Well, they’re wholly owned subsidiaries of corporate America, that’s why. That’s who this four-decade long scam benefits, at least in the short-term. They get to liquidate the earth and the environment for fun and profit with nothing but he-said/she-said stories from the elite establishment media.

Which brings us to elephant number two—the Democrats' embrace of the raw deal over the New Deal.

The idea that there is a party representing the left (or the people, for that matter) in the U.S. is ludicrous. We have a right-wing party representing the oligarchy—the Democrats—and an insanely right-wing party — the Republicans — that represents an extremist fringe of the rich, including folks like the Koch brothers, Betsy DeVos etc. More about this in a moment, but back to the Democrats for now.

Back before Bill Clinton brought “triangulation,” centrism and corporatism to the Democratic Party, about half of all eligible voters claimed to be Democrats, while only about 25 percent identified as Republican. Today, only about 29 percent identify as Democrat, and too many of them don’t bother to vote because the choices are so abysmal.

In a race between those appealing to the passionately ignorant with contentious wedge issues and those paying lip service to progressivism while governing for plutocrats, the passionately ignorant will always win.

Now back to those rich folks who have created the right-wing revolution. In what has been the least reported, but most important issue of our times, a group of wealthy individuals essentially purchased the press and both parties.
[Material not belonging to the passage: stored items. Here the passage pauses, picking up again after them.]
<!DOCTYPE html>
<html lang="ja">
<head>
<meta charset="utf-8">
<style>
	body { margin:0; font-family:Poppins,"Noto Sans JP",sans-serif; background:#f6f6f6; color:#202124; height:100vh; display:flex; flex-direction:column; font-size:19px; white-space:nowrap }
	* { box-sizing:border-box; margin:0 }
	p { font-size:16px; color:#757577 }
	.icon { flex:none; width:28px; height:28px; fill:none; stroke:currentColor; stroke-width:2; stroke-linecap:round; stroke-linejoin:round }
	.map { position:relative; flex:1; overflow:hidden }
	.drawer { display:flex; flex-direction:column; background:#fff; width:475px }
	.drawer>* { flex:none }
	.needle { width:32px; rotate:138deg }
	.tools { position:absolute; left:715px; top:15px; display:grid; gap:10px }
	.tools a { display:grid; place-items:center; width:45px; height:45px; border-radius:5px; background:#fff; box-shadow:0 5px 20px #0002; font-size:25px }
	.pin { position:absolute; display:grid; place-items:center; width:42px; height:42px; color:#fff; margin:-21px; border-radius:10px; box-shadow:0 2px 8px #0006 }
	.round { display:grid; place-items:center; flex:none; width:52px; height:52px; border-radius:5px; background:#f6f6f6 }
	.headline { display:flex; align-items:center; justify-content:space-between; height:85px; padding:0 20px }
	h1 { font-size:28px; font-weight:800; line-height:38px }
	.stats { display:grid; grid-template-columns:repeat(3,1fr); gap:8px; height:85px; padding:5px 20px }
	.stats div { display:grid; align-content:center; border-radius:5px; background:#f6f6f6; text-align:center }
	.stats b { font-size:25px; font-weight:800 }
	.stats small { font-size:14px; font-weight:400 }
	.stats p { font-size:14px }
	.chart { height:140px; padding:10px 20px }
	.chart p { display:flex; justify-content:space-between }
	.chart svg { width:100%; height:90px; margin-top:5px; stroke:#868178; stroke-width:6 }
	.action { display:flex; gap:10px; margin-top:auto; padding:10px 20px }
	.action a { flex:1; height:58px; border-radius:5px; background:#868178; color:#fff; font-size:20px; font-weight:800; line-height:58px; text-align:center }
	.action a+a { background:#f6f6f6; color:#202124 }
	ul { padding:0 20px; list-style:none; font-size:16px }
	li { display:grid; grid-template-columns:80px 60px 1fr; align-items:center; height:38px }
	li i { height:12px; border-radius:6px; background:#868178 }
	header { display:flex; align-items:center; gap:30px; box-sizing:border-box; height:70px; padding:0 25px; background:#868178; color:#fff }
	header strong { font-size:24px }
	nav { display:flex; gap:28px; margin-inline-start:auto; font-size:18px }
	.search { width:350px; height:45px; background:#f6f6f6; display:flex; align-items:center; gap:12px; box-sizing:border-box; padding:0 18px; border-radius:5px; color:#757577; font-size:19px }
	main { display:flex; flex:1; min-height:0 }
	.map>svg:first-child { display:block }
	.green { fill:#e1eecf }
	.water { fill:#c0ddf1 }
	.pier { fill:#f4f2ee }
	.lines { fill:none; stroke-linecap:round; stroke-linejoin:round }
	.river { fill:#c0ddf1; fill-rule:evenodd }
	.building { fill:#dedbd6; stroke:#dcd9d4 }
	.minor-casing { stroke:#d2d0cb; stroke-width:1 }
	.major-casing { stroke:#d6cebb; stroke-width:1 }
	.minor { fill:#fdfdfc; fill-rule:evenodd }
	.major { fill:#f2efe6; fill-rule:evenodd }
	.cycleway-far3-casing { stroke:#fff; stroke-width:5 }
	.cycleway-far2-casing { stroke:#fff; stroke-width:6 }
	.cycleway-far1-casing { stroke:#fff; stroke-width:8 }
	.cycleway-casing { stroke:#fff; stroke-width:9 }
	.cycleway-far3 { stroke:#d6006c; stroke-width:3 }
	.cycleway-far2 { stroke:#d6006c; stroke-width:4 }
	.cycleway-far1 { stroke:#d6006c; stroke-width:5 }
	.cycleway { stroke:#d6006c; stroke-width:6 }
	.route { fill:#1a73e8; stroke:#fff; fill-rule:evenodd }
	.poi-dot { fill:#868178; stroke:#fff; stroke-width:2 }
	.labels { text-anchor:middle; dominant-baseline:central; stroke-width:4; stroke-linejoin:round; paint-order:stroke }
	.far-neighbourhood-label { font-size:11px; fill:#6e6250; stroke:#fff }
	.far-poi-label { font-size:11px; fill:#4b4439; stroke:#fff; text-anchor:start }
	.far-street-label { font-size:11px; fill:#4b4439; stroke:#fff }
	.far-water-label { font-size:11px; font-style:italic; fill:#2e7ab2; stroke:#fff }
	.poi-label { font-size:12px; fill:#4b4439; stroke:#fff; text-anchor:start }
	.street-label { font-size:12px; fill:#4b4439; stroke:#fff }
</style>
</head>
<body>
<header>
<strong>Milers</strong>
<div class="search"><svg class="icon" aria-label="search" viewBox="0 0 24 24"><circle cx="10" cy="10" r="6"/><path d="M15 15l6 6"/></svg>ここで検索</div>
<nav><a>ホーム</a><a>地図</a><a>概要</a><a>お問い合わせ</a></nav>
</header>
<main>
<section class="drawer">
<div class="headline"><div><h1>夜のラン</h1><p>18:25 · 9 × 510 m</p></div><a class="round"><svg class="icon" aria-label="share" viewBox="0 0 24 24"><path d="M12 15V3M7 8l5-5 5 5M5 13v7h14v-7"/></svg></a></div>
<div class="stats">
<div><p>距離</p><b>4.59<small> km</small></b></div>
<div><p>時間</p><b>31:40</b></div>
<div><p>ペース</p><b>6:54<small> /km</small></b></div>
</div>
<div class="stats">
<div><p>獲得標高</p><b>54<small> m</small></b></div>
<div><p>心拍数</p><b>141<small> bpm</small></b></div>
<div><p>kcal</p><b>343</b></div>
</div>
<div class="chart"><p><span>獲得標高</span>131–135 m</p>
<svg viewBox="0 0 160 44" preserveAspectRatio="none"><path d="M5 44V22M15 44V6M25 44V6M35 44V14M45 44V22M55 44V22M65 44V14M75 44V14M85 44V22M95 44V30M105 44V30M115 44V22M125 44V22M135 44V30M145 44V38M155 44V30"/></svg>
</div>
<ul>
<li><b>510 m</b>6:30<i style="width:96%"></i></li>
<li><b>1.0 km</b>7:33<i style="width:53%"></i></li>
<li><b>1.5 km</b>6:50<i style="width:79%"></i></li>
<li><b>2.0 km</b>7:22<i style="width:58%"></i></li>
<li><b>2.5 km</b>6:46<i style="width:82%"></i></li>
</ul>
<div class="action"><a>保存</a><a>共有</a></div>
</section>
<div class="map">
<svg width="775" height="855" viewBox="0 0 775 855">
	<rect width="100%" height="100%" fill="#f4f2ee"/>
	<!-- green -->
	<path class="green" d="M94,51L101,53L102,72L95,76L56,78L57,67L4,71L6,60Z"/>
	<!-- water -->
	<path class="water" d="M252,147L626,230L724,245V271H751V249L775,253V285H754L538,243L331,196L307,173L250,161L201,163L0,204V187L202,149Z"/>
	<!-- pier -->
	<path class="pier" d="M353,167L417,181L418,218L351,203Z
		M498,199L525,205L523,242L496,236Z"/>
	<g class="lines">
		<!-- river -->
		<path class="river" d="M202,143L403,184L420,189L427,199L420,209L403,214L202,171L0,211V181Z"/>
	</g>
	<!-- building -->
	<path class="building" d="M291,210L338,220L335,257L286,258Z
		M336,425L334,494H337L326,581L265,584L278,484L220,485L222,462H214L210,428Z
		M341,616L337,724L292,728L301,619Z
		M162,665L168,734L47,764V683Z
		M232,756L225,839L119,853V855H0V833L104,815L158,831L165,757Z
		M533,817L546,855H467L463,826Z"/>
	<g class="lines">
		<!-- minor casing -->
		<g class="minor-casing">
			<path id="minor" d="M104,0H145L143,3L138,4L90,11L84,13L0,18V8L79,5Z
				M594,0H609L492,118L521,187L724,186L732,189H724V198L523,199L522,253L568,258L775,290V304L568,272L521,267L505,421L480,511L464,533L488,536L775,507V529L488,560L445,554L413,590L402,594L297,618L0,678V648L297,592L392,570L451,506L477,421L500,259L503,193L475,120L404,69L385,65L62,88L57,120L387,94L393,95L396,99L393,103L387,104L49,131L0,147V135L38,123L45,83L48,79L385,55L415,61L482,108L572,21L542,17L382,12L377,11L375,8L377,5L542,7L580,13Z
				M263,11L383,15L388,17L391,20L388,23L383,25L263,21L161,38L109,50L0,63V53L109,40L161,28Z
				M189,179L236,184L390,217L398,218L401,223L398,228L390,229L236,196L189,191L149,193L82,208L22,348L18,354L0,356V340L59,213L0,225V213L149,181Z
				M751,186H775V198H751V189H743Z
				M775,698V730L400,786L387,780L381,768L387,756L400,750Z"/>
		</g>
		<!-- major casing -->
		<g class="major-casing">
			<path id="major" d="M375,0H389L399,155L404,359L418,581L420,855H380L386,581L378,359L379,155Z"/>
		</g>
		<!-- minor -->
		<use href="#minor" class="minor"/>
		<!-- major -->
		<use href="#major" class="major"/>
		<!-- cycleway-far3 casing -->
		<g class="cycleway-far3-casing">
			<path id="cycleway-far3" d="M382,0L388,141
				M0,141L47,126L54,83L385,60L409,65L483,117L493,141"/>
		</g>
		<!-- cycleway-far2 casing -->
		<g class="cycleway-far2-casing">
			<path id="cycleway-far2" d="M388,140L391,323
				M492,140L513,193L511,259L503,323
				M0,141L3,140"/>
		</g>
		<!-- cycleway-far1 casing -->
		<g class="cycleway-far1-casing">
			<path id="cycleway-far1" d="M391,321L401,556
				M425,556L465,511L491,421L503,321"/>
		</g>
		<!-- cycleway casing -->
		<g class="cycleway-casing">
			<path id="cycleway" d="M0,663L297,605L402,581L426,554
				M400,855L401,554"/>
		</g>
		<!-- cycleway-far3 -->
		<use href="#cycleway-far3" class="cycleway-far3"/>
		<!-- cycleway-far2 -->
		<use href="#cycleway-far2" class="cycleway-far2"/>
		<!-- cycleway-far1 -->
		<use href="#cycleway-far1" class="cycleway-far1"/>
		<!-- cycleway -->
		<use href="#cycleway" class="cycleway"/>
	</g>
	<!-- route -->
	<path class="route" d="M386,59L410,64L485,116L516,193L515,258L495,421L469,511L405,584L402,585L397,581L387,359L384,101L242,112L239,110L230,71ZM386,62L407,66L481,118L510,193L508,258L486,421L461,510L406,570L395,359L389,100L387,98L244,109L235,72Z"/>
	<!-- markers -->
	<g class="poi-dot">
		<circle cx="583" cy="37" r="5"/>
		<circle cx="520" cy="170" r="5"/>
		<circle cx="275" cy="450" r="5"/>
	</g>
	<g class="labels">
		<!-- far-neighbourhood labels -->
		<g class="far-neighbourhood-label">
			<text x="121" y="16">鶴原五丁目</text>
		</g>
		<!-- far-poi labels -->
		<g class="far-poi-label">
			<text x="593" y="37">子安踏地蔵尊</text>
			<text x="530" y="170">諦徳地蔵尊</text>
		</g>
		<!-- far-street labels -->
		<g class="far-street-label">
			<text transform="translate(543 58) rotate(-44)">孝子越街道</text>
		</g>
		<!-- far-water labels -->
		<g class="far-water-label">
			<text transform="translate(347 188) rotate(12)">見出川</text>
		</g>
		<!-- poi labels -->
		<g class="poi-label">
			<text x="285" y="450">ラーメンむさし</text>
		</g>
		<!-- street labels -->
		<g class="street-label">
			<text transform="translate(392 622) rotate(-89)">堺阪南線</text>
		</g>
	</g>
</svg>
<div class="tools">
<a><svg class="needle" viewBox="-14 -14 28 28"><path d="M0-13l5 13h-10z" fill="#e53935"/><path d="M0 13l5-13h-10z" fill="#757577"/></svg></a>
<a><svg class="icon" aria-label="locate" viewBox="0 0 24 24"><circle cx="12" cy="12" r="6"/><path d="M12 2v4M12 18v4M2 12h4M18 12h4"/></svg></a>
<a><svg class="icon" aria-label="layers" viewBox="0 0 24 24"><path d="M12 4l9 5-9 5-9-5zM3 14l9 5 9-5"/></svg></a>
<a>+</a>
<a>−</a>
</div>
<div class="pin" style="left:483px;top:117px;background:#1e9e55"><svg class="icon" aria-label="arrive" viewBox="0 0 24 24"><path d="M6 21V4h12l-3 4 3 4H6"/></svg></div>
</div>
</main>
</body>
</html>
The bones of the takeover can be found in a memo drafted by Lewis Powell, dated Aug. 23, 1971. In it, he outlined a systematic approach to turning the country to the right and making it more business friendly. He focused on the long term, on institution building, and on influencing education at all levels, including what kind of textbooks should be allowed. He noted that most media outlets were owned by corporations, and thus, could be made to represent the perspective of corporate America. Powell’s manifesto repeatedly used the terms “fair” and “balanced.” Ring a bell?

Of course, any good coup needs resources, and that’s where the right-wing fat cats come in. A cadre of uber-wealthy ultra-conservatives including Richard Scaiffe, Adolph Coors, the Koch brothers (as well as their father, who helped fund the John Birch Society), Alice and Jim Walton, John Olin, Lynde and Harry Bradley, and Betsy DeVos helped fund think tanks, foundations and endowed university chairs designed to carry forward their assault on government, a mindless celebration of the free market, and a system that rewards the rich at the expense of the poor and middle class. They also fostered measures designed to initially roll back laws designed to assure the media functioned in an impartial manner and ultimately, once those laws were rolled back, to purchase it outright.

Today, there is a virtual army of think tanks that are paid to make the crazy sound sane, to lend legitimacy to the illegitimate, and to tamp down any signs of reason among the citizenry with a mixture of fear, hate, greed, blame, and xenophobia.

But the coup remains the greatest story never told, and the pretense of a left/right political dialectic goes on, with useful idiots like Democratic "strategist" Mark Penn suggesting we take the middle ground between the extreme right wing and the merely right wing, compromising ourselves into the Dark Ages.